Serendip is an independent site partnering with faculty at multiple colleges and universities around the world. Happy exploring!

Blow Out

matos's picture

            I’d like to begin my paper be referring to something that was said in a previous class that’s been stuck in the back of my mind ever since.  I think it was in the class where we discussed foregrounding and the topic the dynamic between race issues and gender issues came up.  Someone said that they couldn’t, as a woman of color, focus on both at the same time, and that usually race issues came first and feminism faded to the background.

            At that time that comment struck me and I began to think about how my race and gender issues intertwine, or don’t.  I thought that I actually had a sort of similar view.  I’ve separated these two identities so that they take place in two different worlds.  I don’t see myself as “a woman of color”.   I’ve seen myself Puerto Rican and, separately, as a woman.  I’m Puerto Rican when I’m in the white world and a woman when I’m at home. 

            For me right now the “white world” consists of the Poconos, where I lived for the past five years, and Bryn Mawr.  And it’s only here that the fact that I’m Puerto Rican comes to the forefront as an issue and the fact that I’m a woman never seemed to come up.  It could be that gender issues don’t come up as much or that race issues just cast a larger shadow (it’s the latter).  Understandably so, the opposite occurs when I’m at home, with my family.  Of course there are no race issues when we’re all the same race but also I’m so immersed in my Puerto Rican-ness that it becomes how water is for sea creatures.  I’m so deep into it that I don’t even notice it’s there and I forget about it, it’s natural.  But it’s here where the expectations are put on me, way more strongly than anywhere else.  I have to cook and clean and serve the men dinner and listen to my mother tell me how much she wants grandchildren. 

            So, the reason why I’ve delved into these personal issues on this open forum, is to say that this the “project” or topic I’d like to work on, I guess personally, and learn more about.    I can’t focus on two major parts of my identity at once.  Is it the way I think or is it how people treat me?  At Bryn Mawr, do I hold on so tightly my ethnicity so tightly that there’s nothing else to see?  At home, is the label “one of Nelson’s girls” pushed on to me so much that it’s now how I identify myself? 

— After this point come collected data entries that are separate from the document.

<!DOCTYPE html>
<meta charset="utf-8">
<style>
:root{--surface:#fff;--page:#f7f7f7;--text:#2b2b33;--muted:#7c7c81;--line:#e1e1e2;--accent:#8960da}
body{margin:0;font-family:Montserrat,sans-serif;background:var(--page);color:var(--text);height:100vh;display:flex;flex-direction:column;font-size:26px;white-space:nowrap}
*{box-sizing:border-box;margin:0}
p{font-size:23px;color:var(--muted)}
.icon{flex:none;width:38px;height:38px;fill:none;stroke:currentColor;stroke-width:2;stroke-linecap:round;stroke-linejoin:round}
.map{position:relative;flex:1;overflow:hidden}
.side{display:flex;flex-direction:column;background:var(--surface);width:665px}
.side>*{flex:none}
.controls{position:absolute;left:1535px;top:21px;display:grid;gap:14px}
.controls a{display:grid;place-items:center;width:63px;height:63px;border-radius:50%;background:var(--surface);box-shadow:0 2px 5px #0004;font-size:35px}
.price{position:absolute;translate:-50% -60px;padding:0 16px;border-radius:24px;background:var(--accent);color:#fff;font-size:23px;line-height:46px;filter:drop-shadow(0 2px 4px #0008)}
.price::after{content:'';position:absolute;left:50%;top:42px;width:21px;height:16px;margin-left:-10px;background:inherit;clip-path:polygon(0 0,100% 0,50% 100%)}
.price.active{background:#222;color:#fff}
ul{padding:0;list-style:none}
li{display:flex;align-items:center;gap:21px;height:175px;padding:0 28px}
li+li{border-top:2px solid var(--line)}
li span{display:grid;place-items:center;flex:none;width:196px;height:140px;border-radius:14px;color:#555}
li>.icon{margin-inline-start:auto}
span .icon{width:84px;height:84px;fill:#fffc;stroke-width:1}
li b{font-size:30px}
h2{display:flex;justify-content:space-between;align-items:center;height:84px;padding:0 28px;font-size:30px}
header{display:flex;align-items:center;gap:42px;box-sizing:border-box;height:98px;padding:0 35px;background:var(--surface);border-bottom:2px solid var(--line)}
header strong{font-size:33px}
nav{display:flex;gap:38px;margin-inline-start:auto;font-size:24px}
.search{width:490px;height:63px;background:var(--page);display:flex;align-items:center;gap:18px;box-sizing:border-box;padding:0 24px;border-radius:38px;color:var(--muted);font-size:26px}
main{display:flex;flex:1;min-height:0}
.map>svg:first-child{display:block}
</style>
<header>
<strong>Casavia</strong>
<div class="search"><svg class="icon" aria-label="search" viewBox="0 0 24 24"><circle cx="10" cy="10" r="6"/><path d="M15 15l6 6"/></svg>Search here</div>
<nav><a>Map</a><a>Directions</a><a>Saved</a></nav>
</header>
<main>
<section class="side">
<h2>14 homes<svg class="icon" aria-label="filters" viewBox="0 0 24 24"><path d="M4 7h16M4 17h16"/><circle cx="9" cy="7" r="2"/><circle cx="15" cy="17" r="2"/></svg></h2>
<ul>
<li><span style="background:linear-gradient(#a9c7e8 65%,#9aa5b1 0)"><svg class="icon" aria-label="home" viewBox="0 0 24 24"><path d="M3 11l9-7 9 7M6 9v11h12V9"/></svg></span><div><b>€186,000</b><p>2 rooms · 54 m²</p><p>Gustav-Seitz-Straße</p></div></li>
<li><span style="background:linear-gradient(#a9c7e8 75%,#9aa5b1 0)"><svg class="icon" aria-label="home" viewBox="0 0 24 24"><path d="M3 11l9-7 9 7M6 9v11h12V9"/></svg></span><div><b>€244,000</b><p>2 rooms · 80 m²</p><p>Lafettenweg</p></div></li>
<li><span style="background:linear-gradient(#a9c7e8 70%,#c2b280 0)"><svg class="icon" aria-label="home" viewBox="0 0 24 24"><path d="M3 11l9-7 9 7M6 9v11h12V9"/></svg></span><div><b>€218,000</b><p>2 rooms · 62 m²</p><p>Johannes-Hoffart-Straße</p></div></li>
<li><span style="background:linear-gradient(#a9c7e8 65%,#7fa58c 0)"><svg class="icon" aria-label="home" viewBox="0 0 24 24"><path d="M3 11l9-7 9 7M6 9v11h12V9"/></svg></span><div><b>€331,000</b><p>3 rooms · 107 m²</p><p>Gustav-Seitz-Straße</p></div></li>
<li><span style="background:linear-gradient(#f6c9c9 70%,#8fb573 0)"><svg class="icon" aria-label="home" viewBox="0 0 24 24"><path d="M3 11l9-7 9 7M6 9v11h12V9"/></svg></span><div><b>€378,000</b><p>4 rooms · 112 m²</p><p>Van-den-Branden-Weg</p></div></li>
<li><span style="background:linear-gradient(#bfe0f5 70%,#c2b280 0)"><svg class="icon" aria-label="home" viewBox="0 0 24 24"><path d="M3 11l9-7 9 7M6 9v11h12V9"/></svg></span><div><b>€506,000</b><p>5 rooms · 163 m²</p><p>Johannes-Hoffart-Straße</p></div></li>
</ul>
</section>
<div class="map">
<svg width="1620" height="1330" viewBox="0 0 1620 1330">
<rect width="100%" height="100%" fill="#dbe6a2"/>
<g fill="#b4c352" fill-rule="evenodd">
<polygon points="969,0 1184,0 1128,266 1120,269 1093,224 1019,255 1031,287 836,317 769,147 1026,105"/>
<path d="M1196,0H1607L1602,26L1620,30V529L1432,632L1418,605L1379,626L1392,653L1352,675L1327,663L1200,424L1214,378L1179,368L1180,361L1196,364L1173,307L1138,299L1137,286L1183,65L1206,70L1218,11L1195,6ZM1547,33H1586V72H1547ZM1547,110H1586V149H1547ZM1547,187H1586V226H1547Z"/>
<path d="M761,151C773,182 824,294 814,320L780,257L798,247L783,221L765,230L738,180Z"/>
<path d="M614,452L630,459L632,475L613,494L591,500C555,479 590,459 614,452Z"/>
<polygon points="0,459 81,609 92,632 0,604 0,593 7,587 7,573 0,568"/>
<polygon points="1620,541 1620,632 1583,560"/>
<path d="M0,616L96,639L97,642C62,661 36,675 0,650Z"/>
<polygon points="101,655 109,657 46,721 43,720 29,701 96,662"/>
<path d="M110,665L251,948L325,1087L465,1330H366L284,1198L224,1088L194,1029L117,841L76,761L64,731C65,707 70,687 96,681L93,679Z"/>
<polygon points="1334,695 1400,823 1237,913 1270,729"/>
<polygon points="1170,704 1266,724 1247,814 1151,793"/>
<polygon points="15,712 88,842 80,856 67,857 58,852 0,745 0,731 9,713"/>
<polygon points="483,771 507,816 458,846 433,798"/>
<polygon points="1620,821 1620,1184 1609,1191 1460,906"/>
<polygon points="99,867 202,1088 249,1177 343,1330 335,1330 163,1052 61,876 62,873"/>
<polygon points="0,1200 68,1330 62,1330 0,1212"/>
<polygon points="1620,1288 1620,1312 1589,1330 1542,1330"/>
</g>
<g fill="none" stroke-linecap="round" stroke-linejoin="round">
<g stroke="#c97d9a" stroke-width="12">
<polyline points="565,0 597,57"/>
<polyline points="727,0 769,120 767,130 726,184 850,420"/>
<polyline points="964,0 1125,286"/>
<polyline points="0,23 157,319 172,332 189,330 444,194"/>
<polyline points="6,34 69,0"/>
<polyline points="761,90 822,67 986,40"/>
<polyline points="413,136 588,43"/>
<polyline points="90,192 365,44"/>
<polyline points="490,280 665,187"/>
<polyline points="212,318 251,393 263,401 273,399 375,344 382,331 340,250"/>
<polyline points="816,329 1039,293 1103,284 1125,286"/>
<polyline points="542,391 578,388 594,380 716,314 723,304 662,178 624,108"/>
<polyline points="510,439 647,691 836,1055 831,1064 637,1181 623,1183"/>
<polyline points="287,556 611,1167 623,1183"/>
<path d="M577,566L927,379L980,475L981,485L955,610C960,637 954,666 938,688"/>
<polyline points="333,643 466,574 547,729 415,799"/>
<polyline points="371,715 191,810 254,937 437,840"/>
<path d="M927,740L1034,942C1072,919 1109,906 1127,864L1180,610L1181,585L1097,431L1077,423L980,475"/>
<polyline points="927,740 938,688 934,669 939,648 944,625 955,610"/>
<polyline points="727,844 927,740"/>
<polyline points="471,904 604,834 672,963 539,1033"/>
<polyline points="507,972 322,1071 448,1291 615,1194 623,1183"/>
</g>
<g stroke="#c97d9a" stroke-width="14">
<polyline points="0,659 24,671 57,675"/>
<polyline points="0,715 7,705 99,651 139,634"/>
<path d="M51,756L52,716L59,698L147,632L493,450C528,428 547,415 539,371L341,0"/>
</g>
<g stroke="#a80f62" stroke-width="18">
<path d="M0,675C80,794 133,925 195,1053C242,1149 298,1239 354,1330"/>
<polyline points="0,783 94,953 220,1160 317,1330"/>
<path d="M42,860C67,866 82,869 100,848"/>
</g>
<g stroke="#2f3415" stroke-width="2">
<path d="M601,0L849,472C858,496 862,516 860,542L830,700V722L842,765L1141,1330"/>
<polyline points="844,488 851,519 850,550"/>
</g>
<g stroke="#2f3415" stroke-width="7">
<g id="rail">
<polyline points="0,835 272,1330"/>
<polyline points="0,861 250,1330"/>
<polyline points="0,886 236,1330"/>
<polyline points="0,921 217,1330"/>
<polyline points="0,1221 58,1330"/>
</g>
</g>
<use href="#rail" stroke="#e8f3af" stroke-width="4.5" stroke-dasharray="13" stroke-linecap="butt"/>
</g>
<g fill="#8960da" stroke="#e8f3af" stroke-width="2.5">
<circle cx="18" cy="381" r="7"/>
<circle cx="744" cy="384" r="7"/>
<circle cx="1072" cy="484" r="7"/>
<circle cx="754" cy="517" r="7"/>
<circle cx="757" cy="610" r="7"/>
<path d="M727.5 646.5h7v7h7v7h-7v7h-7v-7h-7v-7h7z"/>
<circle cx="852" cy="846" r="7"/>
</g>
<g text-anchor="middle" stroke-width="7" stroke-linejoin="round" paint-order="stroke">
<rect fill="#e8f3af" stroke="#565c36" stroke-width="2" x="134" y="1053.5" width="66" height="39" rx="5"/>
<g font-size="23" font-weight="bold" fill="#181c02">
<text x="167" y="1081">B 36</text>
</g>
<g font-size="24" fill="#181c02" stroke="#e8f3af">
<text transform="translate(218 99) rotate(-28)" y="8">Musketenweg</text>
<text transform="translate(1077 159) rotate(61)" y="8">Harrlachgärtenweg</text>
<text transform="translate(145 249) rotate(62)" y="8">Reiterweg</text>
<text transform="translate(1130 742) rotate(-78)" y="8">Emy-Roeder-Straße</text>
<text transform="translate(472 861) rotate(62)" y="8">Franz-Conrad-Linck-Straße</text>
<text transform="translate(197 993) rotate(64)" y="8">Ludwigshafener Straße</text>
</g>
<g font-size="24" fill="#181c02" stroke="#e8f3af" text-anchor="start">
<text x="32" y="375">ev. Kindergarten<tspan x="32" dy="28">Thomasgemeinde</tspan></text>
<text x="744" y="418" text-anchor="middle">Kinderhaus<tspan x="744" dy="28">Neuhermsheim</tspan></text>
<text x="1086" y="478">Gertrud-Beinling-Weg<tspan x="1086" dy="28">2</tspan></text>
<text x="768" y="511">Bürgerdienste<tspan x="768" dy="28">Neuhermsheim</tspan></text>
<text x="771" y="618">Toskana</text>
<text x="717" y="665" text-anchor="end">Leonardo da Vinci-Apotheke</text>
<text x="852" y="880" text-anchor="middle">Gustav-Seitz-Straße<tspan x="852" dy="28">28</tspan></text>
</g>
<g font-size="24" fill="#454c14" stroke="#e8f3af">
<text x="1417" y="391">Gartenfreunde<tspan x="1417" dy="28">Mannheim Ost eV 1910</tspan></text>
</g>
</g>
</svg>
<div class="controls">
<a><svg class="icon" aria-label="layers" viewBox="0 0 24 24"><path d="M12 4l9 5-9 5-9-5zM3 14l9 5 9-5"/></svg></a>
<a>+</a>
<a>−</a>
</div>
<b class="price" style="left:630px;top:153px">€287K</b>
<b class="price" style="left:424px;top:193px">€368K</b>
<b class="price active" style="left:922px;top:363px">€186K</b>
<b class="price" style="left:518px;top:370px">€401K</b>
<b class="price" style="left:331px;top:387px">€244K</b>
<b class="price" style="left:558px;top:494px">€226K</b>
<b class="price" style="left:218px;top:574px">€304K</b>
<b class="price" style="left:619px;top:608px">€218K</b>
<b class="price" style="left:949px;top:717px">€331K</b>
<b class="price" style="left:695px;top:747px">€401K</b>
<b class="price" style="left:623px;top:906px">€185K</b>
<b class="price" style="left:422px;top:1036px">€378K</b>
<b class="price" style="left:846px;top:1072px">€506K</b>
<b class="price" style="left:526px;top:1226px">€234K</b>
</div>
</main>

It shouldn’t be limited to just gender and race/ethnicity.  It’s more an expansion or closer look at the foregrounding issue, and putting it in terms of identity.  Everybody has different ways of identifying themselves but who can bring those identities together and how does being a woman fit it to other identifications.  Forget defining “feminism”, it is hard enough to define what it means to be “a woman”.  And then to throw other parts or yourself that you hold dear, it can become a mess.  

And that’s where I am right now, a bit of a mess and hopefully finding some order in the chaos that is “self-identification”. 

Comments

Anne Dalke's picture

how water is for sea creatures

So, matos, you describe here "the separation of your two identities so that they take place in two separate worlds," the sense of being like a sea creature that doesn't notice the water: there are (or rather, there SEEM to be) "no race issues when we're all the same race," as there are presumably also no gender issues when we're all the same gender. And yet your recognition that it's in the race water that gender expectations are put on you (and presumably, in the gender water that race expectations arise...)

...suggests that--despite the difficulty--you need to "focus on two major parts of your identity at once." So: how to do it?


As I wrote to another of your colleagues, who also produced a meditation, this weekend, on the intersection of race and gender in Puerto Rican communities...

in this country, perhaps the first and most articulate expression of a kind of feminism that refused to divide men from women--that refused to privilege gender over racial oppression--was Alice Walker's definition of womanism,
which "appreciated"women, but was "committed to survival and wholeness of entire people, male and female. Not a separatist … "

Since Walker wrote
In Search of our Mothers' Gardens (where the "womanish" word was first used and defined) there's been lots of work done on women and gender studies in Latin America; about the feminist history of Latin America; about feminism in Puerto Rico in particular. I'm thinking especially of Yamila Azize-Vargas's piece on "The Emergence of Feminism in Puerto Rico, 1870-1930," in the third edition of Vicki L. Ruiz and Ellen Carol DuBois' s 2000 collection, Unequal Sisters: A Multicultural Reader in U.S. Women's History.

Are those texts you'd like to explore? And/or do some ethnographic research, some interviews with women you know (or would like to know) who have found ways of combining the racial and gendered aspects of self in ways that might help you "find some order int he chaos that is 'self-identification'"?